Location
- College Road Crawley, West Sussex, RH10 1NR England 51°06′58″N 0°10′53″W﻿ / ﻿51.1162°N 0.1815°W

Information
- Type: Further education college
- Established: 1958
- Ofsted: Reports
- Principal: Dean Wynter (acting)
- Gender: Mixed
- Age: 16+
- Website: https://www.crawley.ac.uk

= Crawley College =

Crawley College is a further education college in Crawley, West Sussex, England. It forms the Crawley campus of the Chichester College Group, one of the largest providers of further education in the south-east of England.

The college offers vocational and technical education, apprenticeships, sixth form study and adult education. Some higher education courses are delivered through partnerships with universities including the University of Chichester.

==History==

The institution originated as Crawley College of Further Education, established in 1958 by West Sussex County Council.

In 1977 it was renamed Crawley College of Technology, reflecting its emphasis on engineering and technical courses.

In August 2005 Crawley College merged with Haywards Heath College to form Central Sussex College.

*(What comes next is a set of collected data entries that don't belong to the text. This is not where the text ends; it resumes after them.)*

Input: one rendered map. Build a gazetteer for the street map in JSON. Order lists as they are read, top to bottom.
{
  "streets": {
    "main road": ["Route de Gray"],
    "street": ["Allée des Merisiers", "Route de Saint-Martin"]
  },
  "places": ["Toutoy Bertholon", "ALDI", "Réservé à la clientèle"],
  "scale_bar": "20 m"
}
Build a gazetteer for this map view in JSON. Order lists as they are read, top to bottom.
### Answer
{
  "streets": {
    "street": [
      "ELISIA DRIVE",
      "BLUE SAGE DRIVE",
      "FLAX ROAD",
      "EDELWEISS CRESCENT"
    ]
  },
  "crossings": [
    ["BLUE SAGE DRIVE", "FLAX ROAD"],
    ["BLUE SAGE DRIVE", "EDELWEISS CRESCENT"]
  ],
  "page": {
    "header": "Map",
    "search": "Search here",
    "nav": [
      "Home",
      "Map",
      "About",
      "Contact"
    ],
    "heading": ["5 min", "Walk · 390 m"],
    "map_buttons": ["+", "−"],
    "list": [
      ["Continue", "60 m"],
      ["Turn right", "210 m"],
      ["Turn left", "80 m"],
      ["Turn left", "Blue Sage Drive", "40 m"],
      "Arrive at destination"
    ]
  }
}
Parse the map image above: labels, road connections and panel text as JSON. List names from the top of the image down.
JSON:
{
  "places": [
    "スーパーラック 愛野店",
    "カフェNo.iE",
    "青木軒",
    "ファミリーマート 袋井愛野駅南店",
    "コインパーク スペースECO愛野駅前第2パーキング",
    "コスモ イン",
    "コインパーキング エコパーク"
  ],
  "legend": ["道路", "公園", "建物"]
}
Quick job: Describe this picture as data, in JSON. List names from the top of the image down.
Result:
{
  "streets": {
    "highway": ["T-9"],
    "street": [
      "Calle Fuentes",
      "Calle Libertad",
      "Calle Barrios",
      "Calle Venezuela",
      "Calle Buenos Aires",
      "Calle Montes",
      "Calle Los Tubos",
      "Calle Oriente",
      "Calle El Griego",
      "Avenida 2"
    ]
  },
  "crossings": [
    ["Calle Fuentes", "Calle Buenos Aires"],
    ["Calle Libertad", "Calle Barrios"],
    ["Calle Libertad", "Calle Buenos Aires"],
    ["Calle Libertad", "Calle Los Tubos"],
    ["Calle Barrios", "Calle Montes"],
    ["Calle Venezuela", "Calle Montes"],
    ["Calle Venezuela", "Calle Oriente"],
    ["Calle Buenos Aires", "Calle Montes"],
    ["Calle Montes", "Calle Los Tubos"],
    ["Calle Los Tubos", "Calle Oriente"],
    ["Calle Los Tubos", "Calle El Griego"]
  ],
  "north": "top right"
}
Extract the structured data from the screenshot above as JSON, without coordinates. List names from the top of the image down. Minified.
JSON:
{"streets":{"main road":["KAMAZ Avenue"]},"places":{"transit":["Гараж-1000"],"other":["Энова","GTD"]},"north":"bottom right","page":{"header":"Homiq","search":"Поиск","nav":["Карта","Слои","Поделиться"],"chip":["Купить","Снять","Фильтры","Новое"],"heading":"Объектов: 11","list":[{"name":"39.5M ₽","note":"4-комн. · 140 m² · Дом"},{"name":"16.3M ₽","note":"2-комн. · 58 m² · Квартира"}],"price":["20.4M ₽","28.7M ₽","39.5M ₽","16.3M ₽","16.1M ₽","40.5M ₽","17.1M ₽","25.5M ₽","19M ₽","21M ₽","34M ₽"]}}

Central Sussex College later merged with Chichester College in August 2017, after which the Crawley campus was re-established under the name Crawley College within the newly expanded Chichester College Group.

==Campus==

The main campus is located on College Road in central Crawley. The site includes specialist facilities for engineering, construction, hair and beauty, hospitality and information technology training.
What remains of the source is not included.